Saved data entries:
************
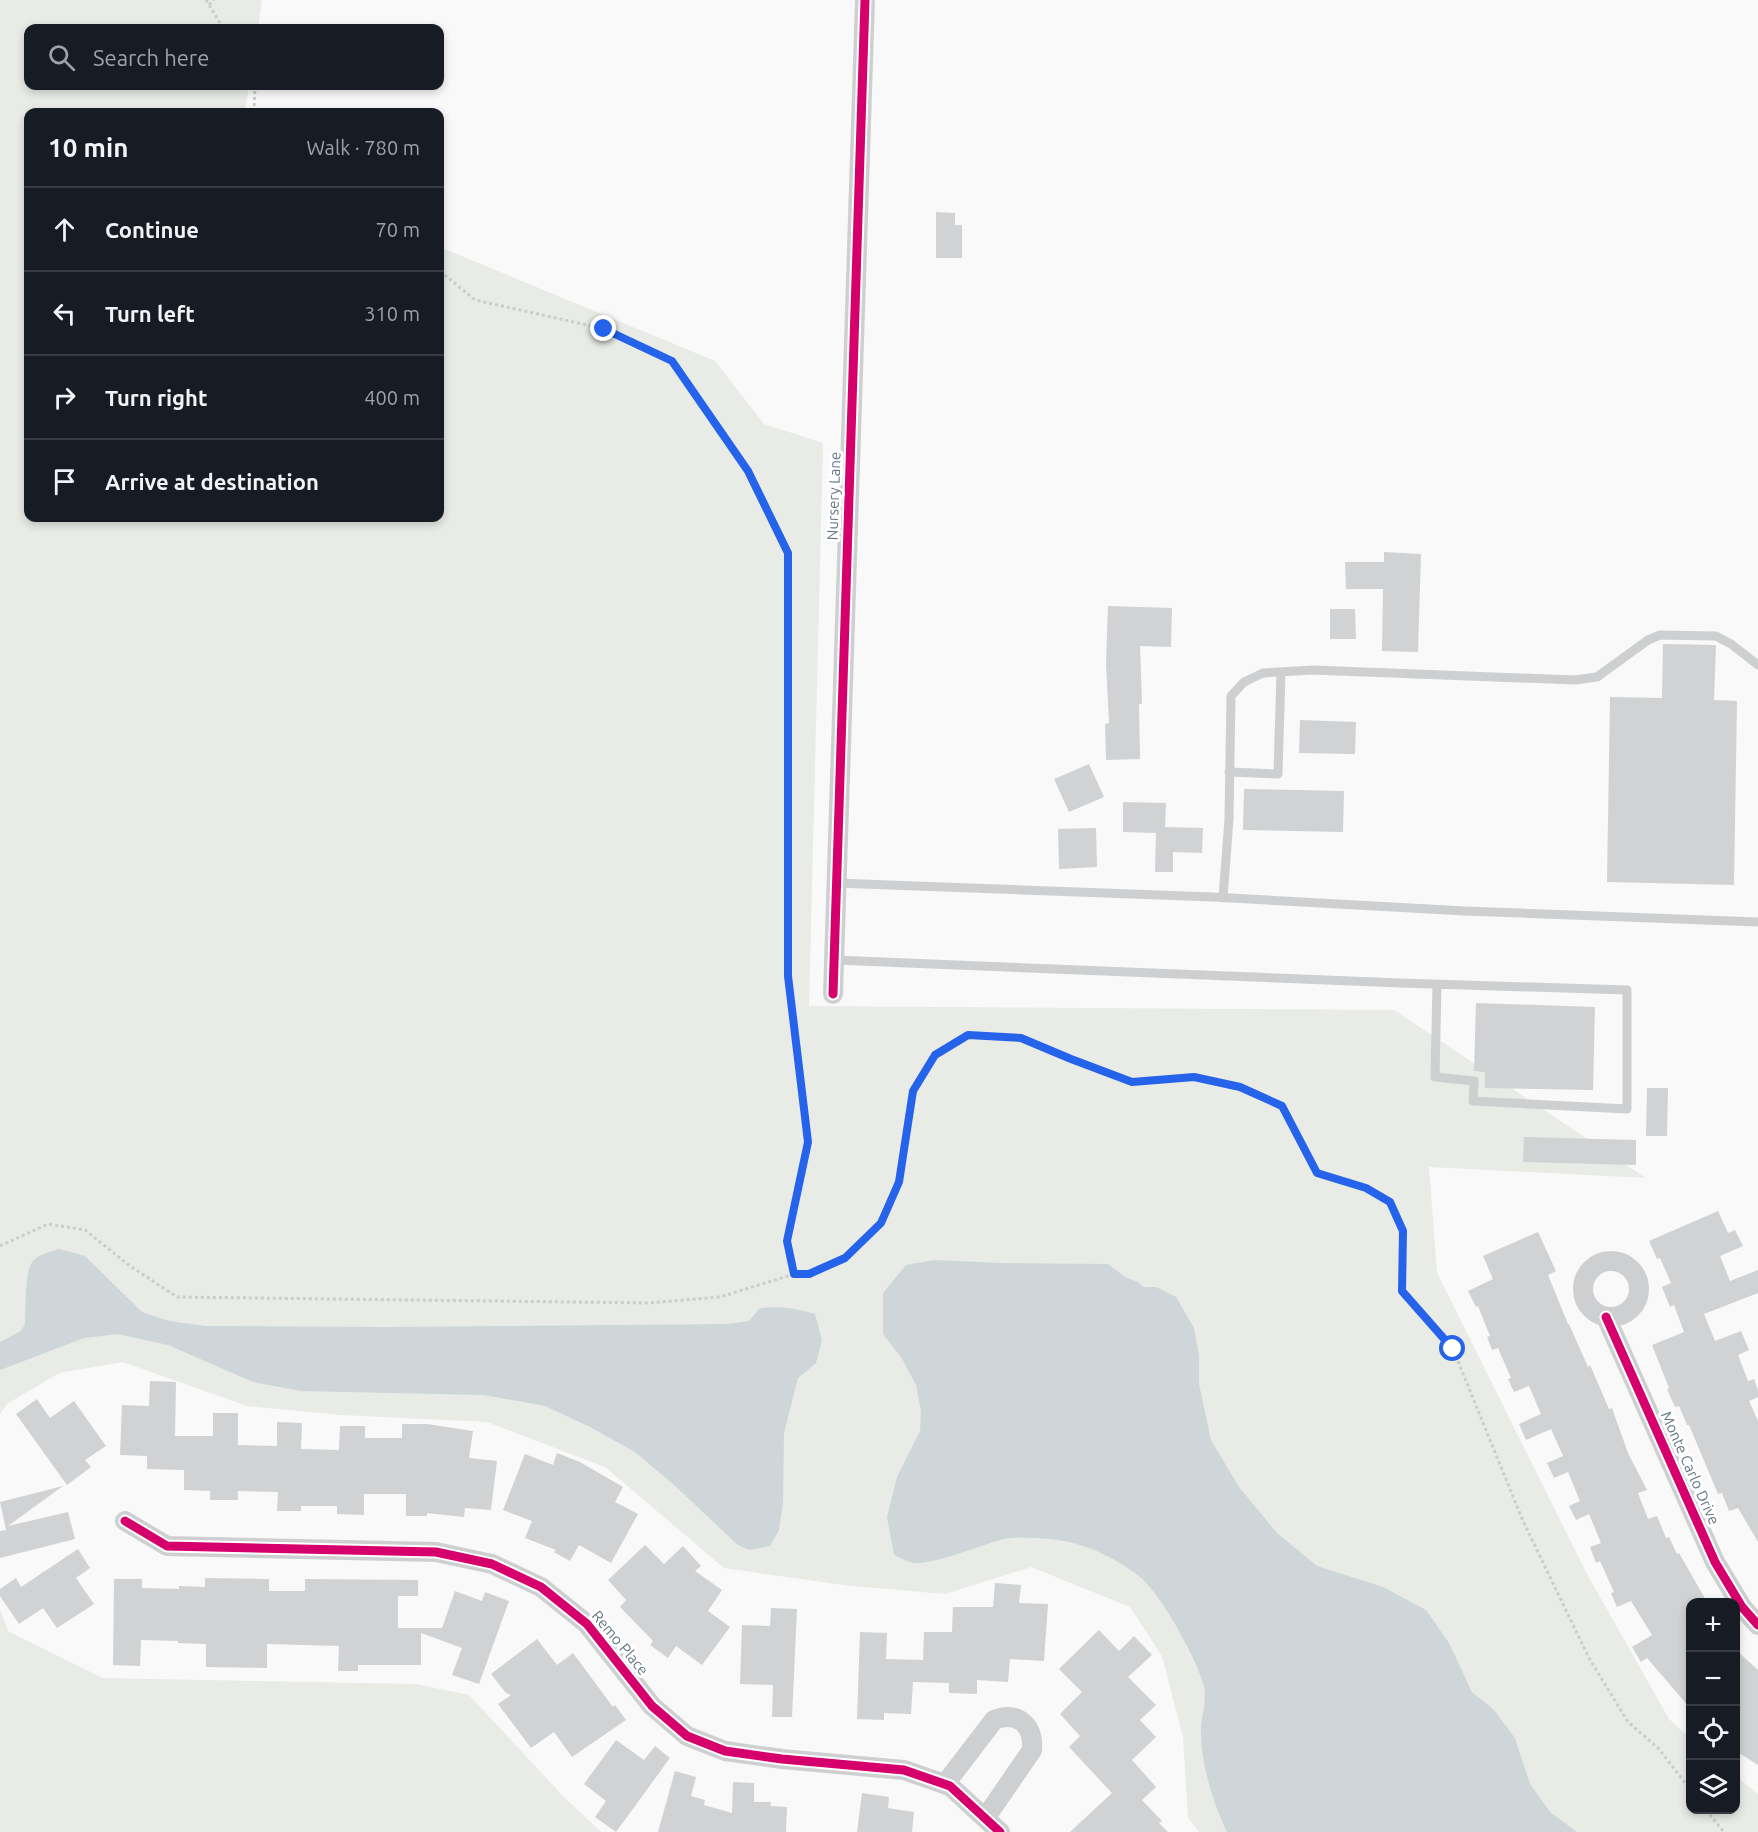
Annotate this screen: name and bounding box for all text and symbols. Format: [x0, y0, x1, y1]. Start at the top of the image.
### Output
search box [24, 24, 444, 90]
icon: search [45, 41, 78, 74]
text: Search here [93, 45, 209, 70]
text: 10 min [48, 133, 128, 162]
text: Walk · 780 m [307, 136, 420, 159]
icon: ahead [48, 213, 81, 246]
text: Continue [105, 217, 199, 242]
text: 70 m [376, 218, 420, 241]
icon: left [48, 297, 81, 330]
text: Turn left [105, 301, 195, 326]
text: 310 m [364, 302, 420, 325]
route end [590, 315, 616, 341]
icon: right [48, 381, 81, 414]
text: Turn right [105, 385, 207, 410]
text: 400 m [364, 386, 420, 409]
street label: Nursery Lane [823, 451, 844, 541]
icon: arrive [48, 465, 81, 498]
text: Arrive at destination [105, 469, 319, 494]
route start [1439, 1335, 1465, 1361]
street label: Monte Carlo Drive [1658, 1409, 1723, 1527]
map controls [1686, 1598, 1740, 1814]
button: + [1686, 1598, 1740, 1652]
street label: Remo Place [589, 1607, 652, 1678]
button: − [1686, 1652, 1740, 1706]
button: locate [1686, 1706, 1740, 1760]
button: layers [1686, 1760, 1740, 1814]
************
*Work instruction*: Print every record exactly without the images.

*Task solution*:
Annotate this screen: name and bounding box for all text and symbols. Format: [x0, y0, x1, y1]. Start at the top of the image.
### Output
search box [24, 24, 444, 90]
icon: search [45, 41, 78, 74]
text: Search here [93, 45, 209, 70]
text: 10 min [48, 133, 128, 162]
text: Walk · 780 m [307, 136, 420, 159]
icon: ahead [48, 213, 81, 246]
text: Continue [105, 217, 199, 242]
text: 70 m [376, 218, 420, 241]
icon: left [48, 297, 81, 330]
text: Turn left [105, 301, 195, 326]
text: 310 m [364, 302, 420, 325]
route end [590, 315, 616, 341]
icon: right [48, 381, 81, 414]
text: Turn right [105, 385, 207, 410]
text: 400 m [364, 386, 420, 409]
street label: Nursery Lane [823, 451, 844, 541]
icon: arrive [48, 465, 81, 498]
text: Arrive at destination [105, 469, 319, 494]
route start [1439, 1335, 1465, 1361]
street label: Monte Carlo Drive [1658, 1409, 1723, 1527]
map controls [1686, 1598, 1740, 1814]
button: + [1686, 1598, 1740, 1652]
street label: Remo Place [589, 1607, 652, 1678]
button: − [1686, 1652, 1740, 1706]
button: locate [1686, 1706, 1740, 1760]
button: layers [1686, 1760, 1740, 1814]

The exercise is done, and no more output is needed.